**Data extracts**
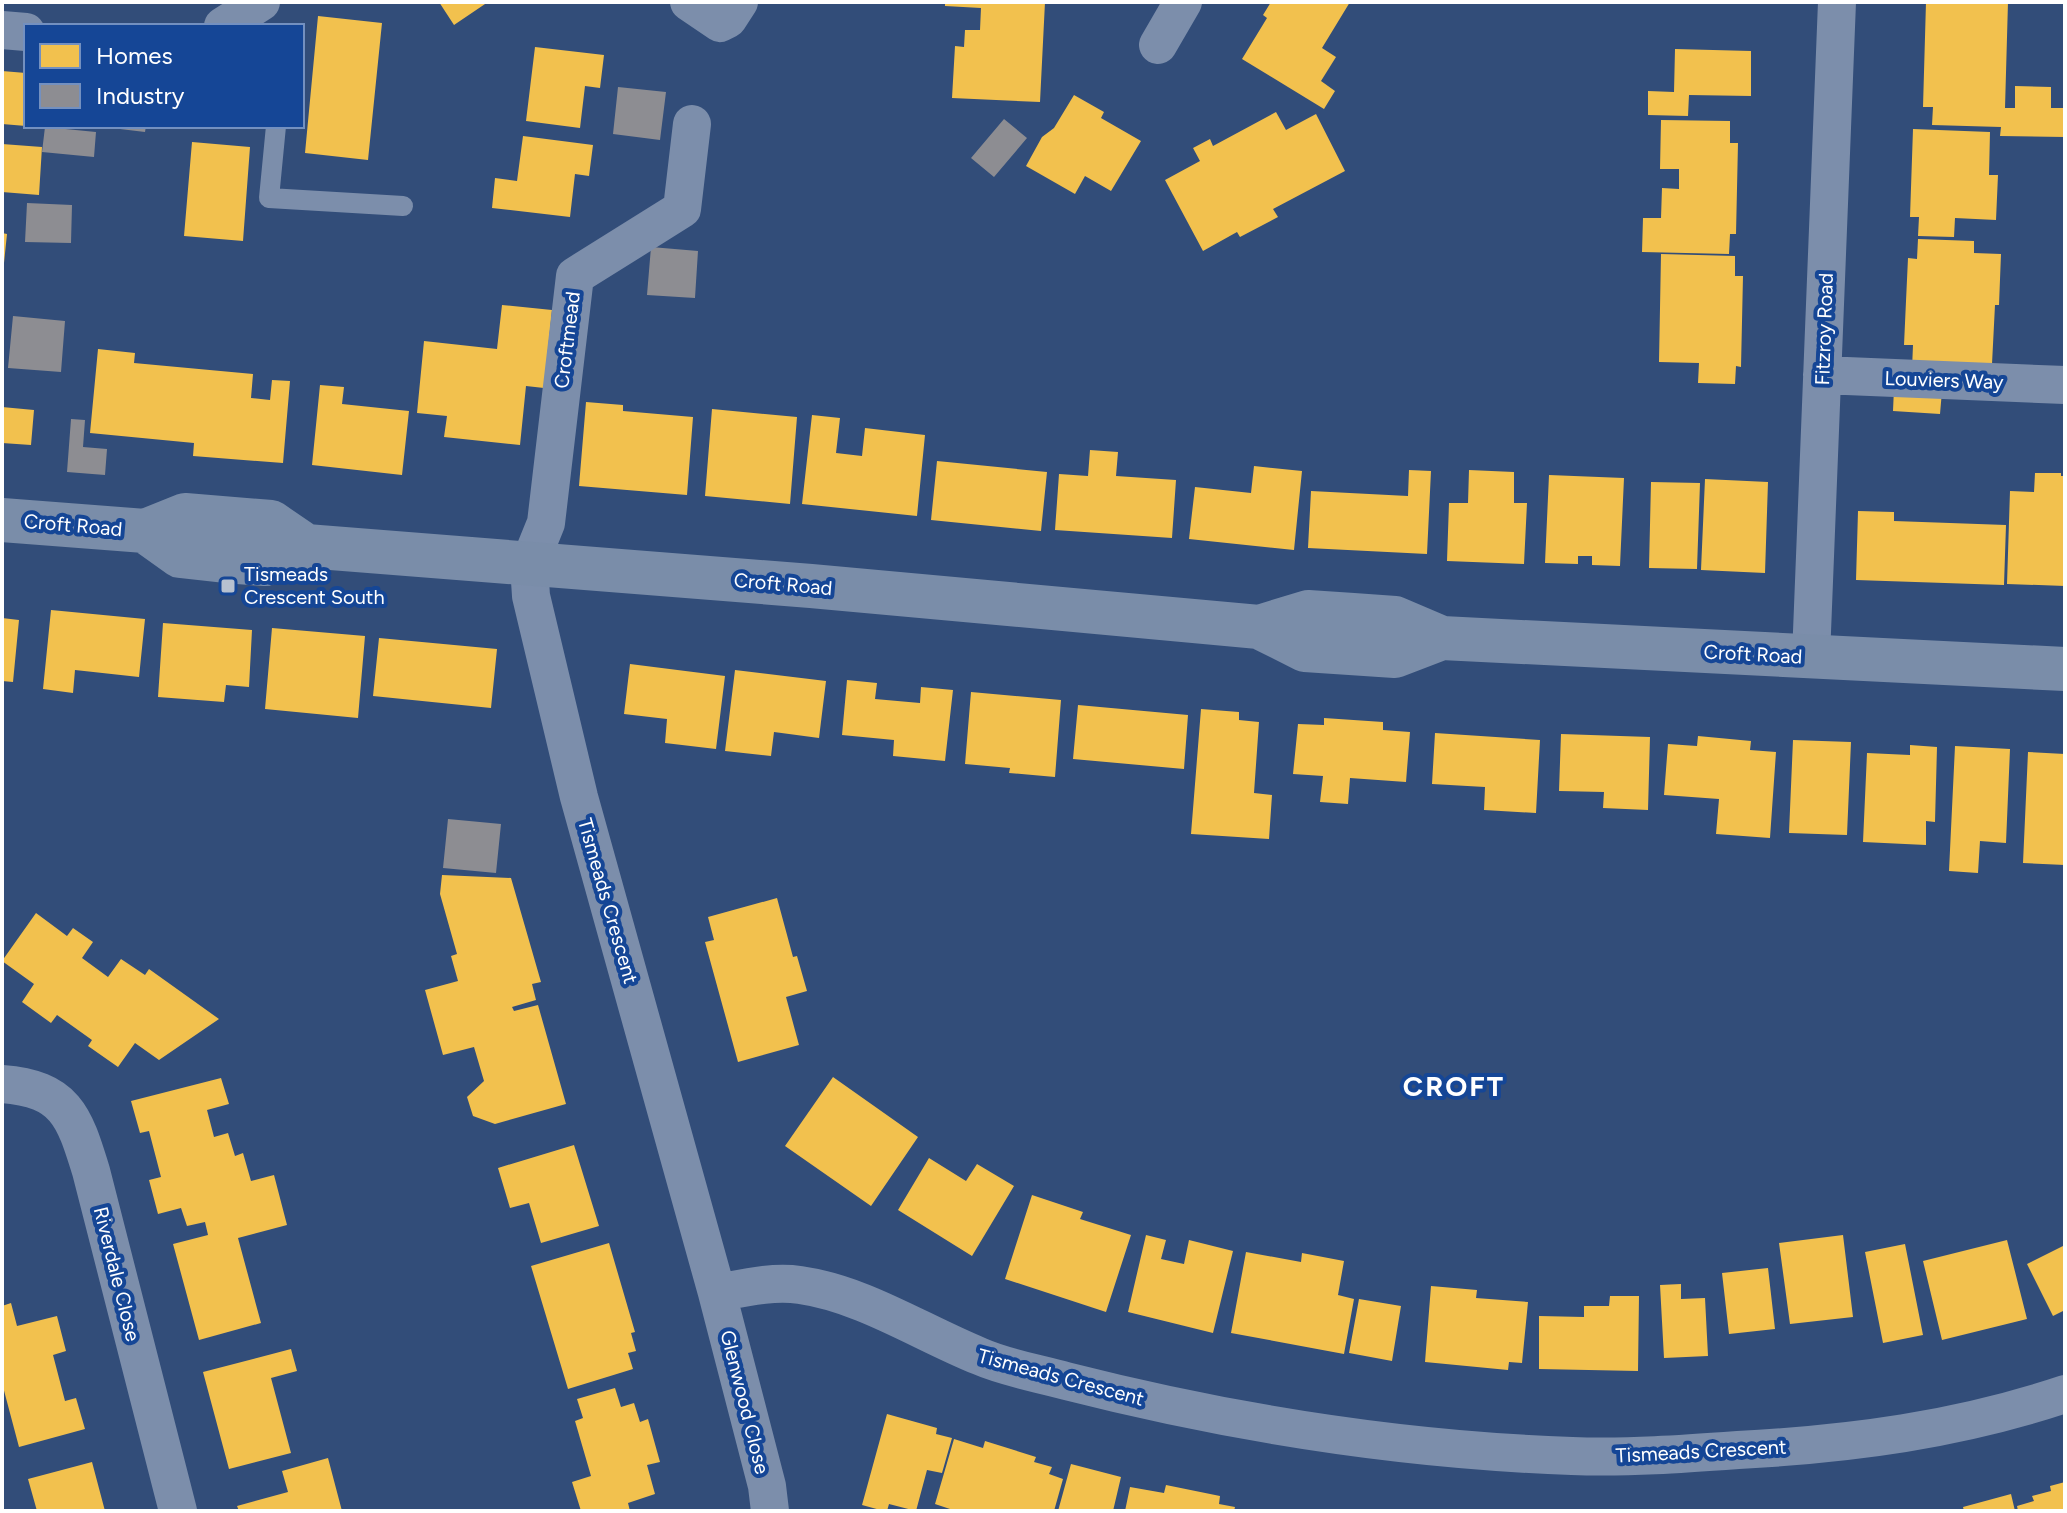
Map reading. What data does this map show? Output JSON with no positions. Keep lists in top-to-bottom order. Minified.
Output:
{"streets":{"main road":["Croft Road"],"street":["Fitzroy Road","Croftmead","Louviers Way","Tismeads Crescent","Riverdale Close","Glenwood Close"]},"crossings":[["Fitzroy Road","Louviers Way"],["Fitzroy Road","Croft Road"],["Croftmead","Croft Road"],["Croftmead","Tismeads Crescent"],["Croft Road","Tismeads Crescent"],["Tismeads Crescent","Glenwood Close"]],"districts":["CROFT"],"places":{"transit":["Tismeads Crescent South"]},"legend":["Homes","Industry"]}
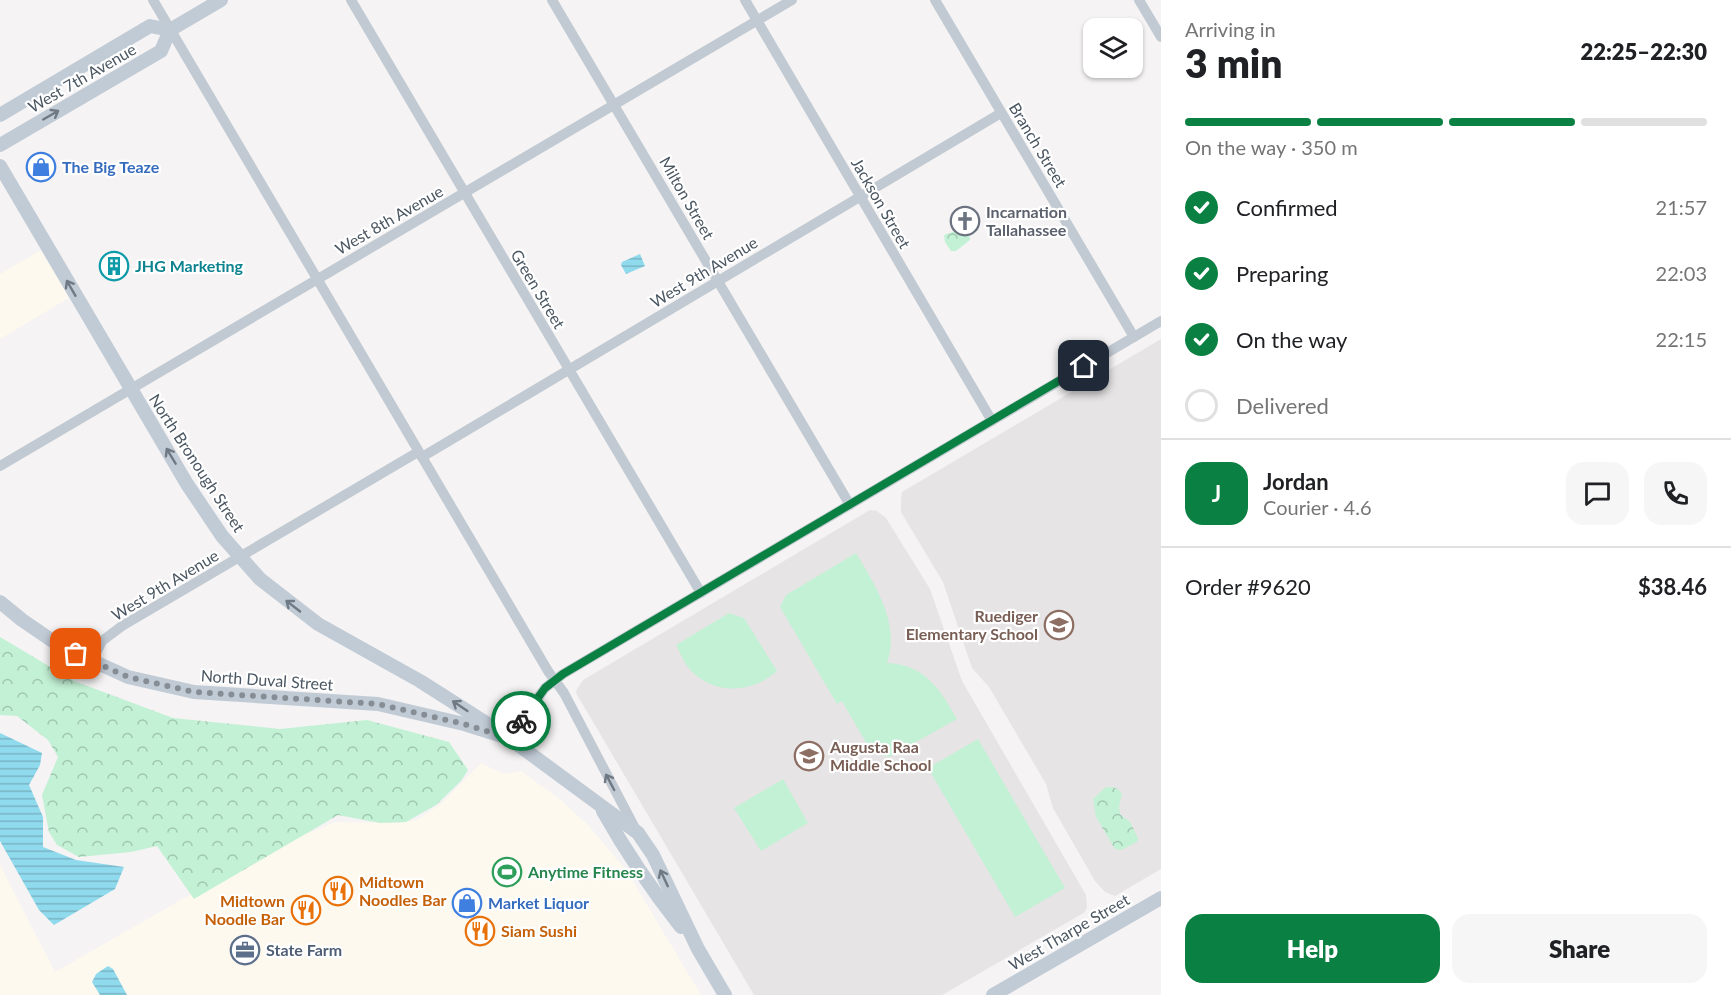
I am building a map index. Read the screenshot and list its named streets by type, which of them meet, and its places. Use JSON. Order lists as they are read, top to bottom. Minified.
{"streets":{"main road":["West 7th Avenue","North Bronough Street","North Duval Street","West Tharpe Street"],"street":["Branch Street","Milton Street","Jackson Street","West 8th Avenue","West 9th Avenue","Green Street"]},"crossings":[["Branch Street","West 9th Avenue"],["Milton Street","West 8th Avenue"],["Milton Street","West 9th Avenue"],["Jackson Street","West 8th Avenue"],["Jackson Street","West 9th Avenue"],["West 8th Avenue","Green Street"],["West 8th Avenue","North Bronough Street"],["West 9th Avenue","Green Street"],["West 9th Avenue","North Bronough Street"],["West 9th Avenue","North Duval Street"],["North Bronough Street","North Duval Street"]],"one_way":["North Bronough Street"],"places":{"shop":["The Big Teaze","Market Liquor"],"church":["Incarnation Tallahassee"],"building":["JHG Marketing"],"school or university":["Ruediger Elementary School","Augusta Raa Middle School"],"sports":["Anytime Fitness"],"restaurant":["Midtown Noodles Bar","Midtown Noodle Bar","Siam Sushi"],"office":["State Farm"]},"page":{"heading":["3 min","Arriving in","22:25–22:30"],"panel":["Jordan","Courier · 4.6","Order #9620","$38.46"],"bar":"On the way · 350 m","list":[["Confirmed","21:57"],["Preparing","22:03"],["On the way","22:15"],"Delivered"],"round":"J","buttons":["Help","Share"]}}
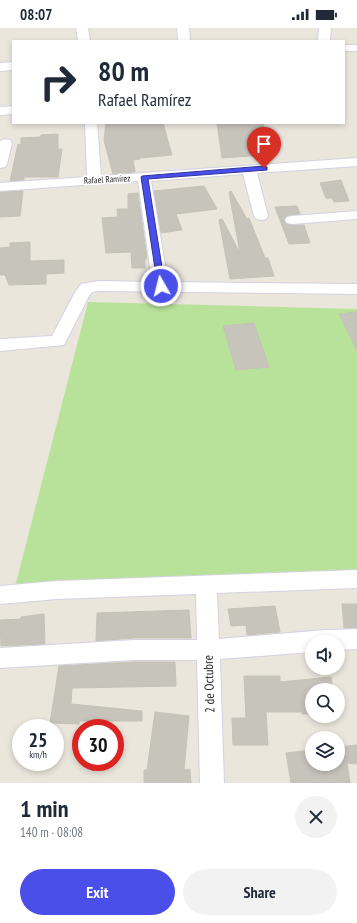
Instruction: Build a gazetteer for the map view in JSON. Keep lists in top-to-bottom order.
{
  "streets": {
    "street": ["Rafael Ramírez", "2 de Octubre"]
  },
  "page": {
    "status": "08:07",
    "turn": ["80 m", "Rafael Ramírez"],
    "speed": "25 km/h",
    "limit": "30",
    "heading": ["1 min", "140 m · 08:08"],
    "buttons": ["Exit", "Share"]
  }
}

**Problem description**
Return the material above verbatim. Pictures are to be excluded.

**Response for this exercise**
Map reading. What data does this map show? Output JSON with no positions. Keep lists in top-to-bottom order. Minified.
Output:
{"streets":{"main road":["Croft Road"],"street":["Fitzroy Road","Croftmead","Louviers Way","Tismeads Crescent","Riverdale Close","Glenwood Close"]},"crossings":[["Fitzroy Road","Louviers Way"],["Fitzroy Road","Croft Road"],["Croftmead","Croft Road"],["Croftmead","Tismeads Crescent"],["Croft Road","Tismeads Crescent"],["Tismeads Crescent","Glenwood Close"]],"districts":["CROFT"],"places":{"transit":["Tismeads Crescent South"]},"legend":["Homes","Industry"]}
I am building a map index. Read the screenshot and list its named streets by type, which of them meet, and its places. Use JSON. Order lists as they are read, top to bottom. Minified.
{"streets":{"main road":["West 7th Avenue","North Bronough Street","North Duval Street","West Tharpe Street"],"street":["Branch Street","Milton Street","Jackson Street","West 8th Avenue","West 9th Avenue","Green Street"]},"crossings":[["Branch Street","West 9th Avenue"],["Milton Street","West 8th Avenue"],["Milton Street","West 9th Avenue"],["Jackson Street","West 8th Avenue"],["Jackson Street","West 9th Avenue"],["West 8th Avenue","Green Street"],["West 8th Avenue","North Bronough Street"],["West 9th Avenue","Green Street"],["West 9th Avenue","North Bronough Street"],["West 9th Avenue","North Duval Street"],["North Bronough Street","North Duval Street"]],"one_way":["North Bronough Street"],"places":{"shop":["The Big Teaze","Market Liquor"],"church":["Incarnation Tallahassee"],"building":["JHG Marketing"],"school or university":["Ruediger Elementary School","Augusta Raa Middle School"],"sports":["Anytime Fitness"],"restaurant":["Midtown Noodles Bar","Midtown Noodle Bar","Siam Sushi"],"office":["State Farm"]},"page":{"heading":["3 min","Arriving in","22:25–22:30"],"panel":["Jordan","Courier · 4.6","Order #9620","$38.46"],"bar":"On the way · 350 m","list":[["Confirmed","21:57"],["Preparing","22:03"],["On the way","22:15"],"Delivered"],"round":"J","buttons":["Help","Share"]}}
Instruction: Build a gazetteer for the map view in JSON. Keep lists in top-to-bottom order.
{
  "streets": {
    "street": ["Rafael Ramírez", "2 de Octubre"]
  },
  "page": {
    "status": "08:07",
    "turn": ["80 m", "Rafael Ramírez"],
    "speed": "25 km/h",
    "limit": "30",
    "heading": ["1 min", "140 m · 08:08"],
    "buttons": ["Exit", "Share"]
  }
}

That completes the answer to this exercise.